■ **Assignment**: The answer is to be the data that follows, transcribed exactly, minus its pictures.

+++ Data block

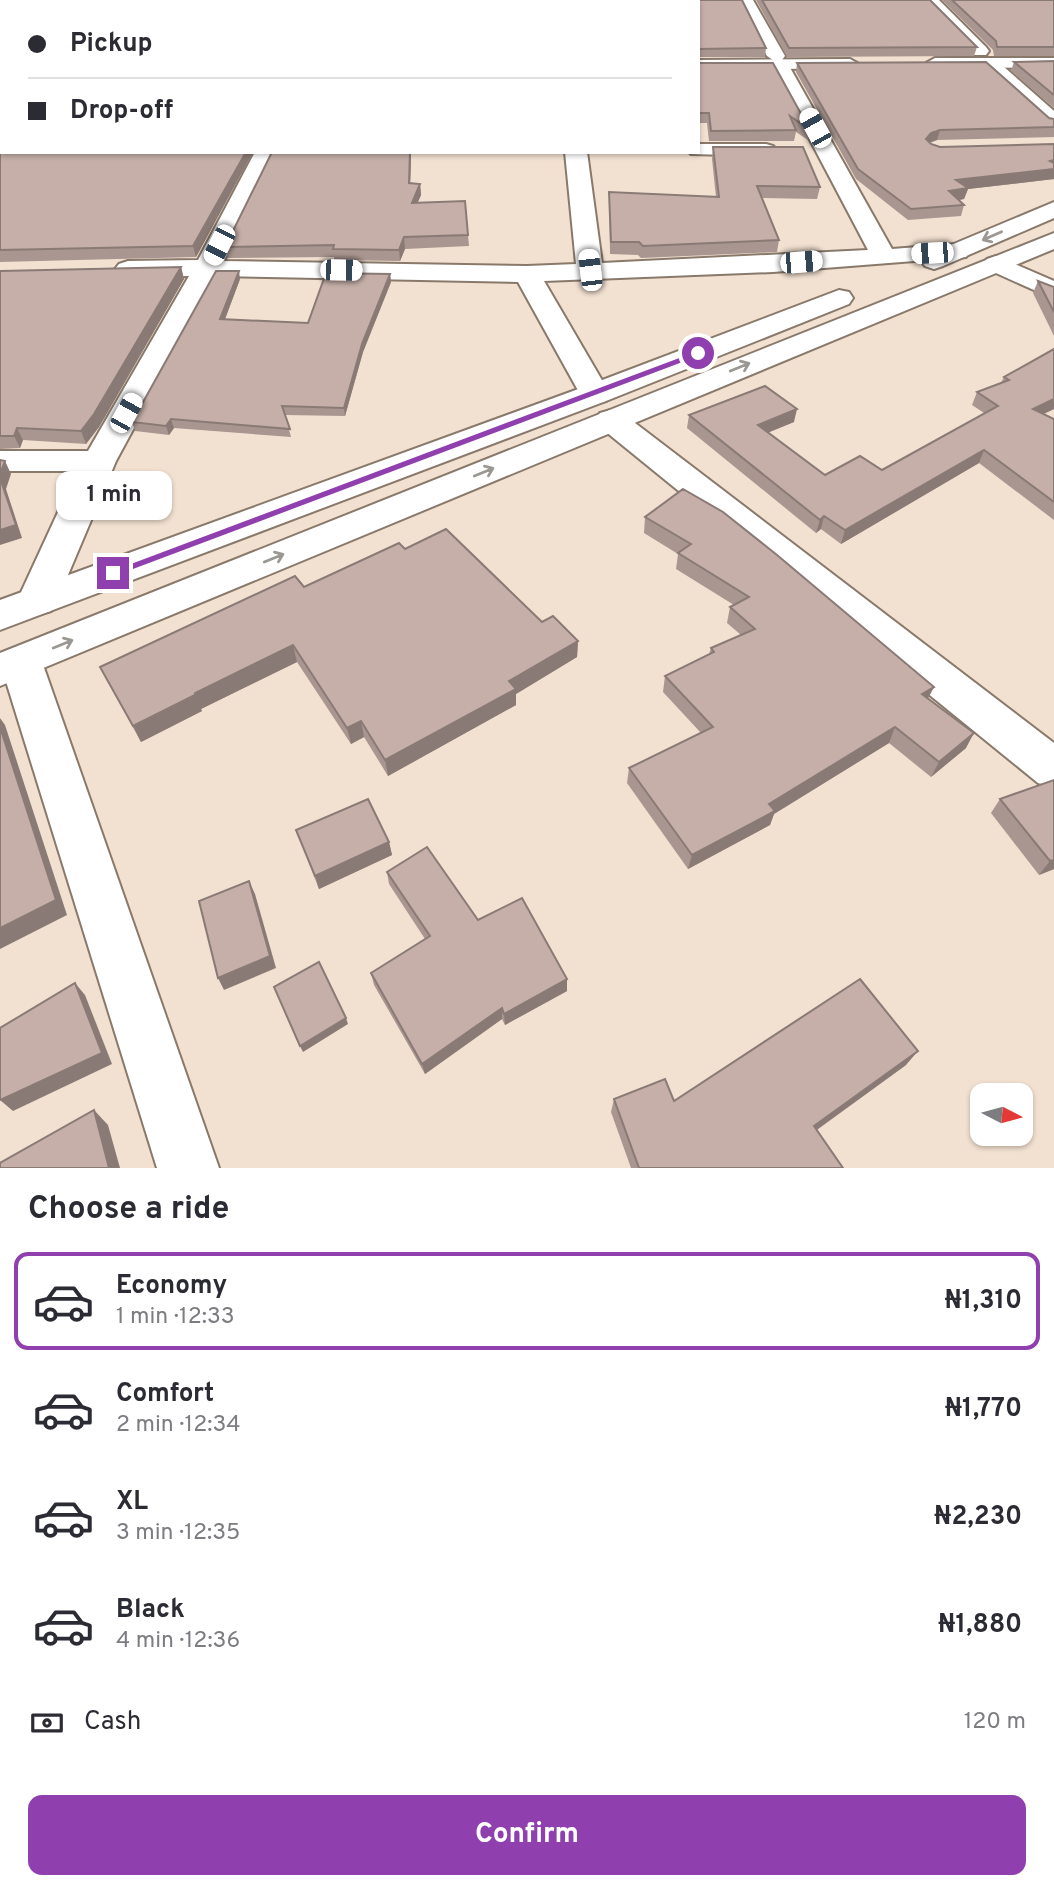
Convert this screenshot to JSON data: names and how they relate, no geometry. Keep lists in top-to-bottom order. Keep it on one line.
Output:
{"north":"right","page":{"banner":["Pickup","Drop-off"],"bubble":"1 min","heading":"Choose a ride","list":[{"name":"Economy","note":"1 min · 12:33","value":"₦1,310"},{"name":"Comfort","note":"2 min · 12:34","value":"₦1,770"},{"name":"XL","note":"3 min · 12:35","value":"₦2,230"},{"name":"Black","note":"4 min · 12:36","value":"₦1,880"}],"pay":["Cash","120 m"],"buttons":"Confirm"}}
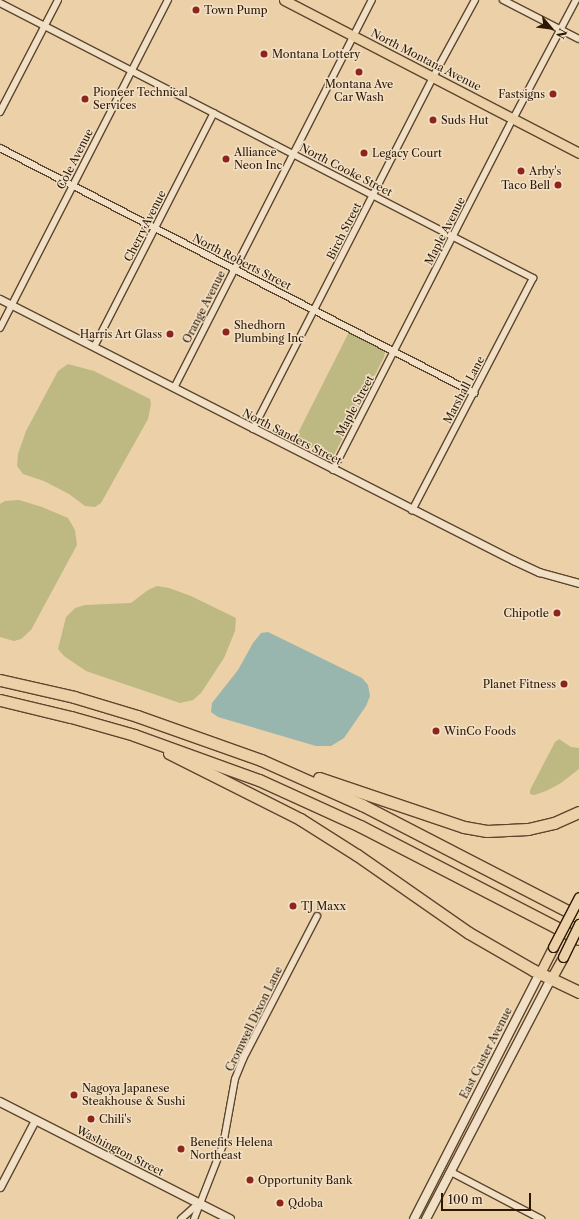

++++++

■ **Task output**:
Convert this screenshot to JSON data: names and how they relate, no geometry. Keep lists in top-to-bottom order. Keep it on one line.
Output:
{"north":"right","page":{"banner":["Pickup","Drop-off"],"bubble":"1 min","heading":"Choose a ride","list":[{"name":"Economy","note":"1 min · 12:33","value":"₦1,310"},{"name":"Comfort","note":"2 min · 12:34","value":"₦1,770"},{"name":"XL","note":"3 min · 12:35","value":"₦2,230"},{"name":"Black","note":"4 min · 12:36","value":"₦1,880"}],"pay":["Cash","120 m"],"buttons":"Confirm"}}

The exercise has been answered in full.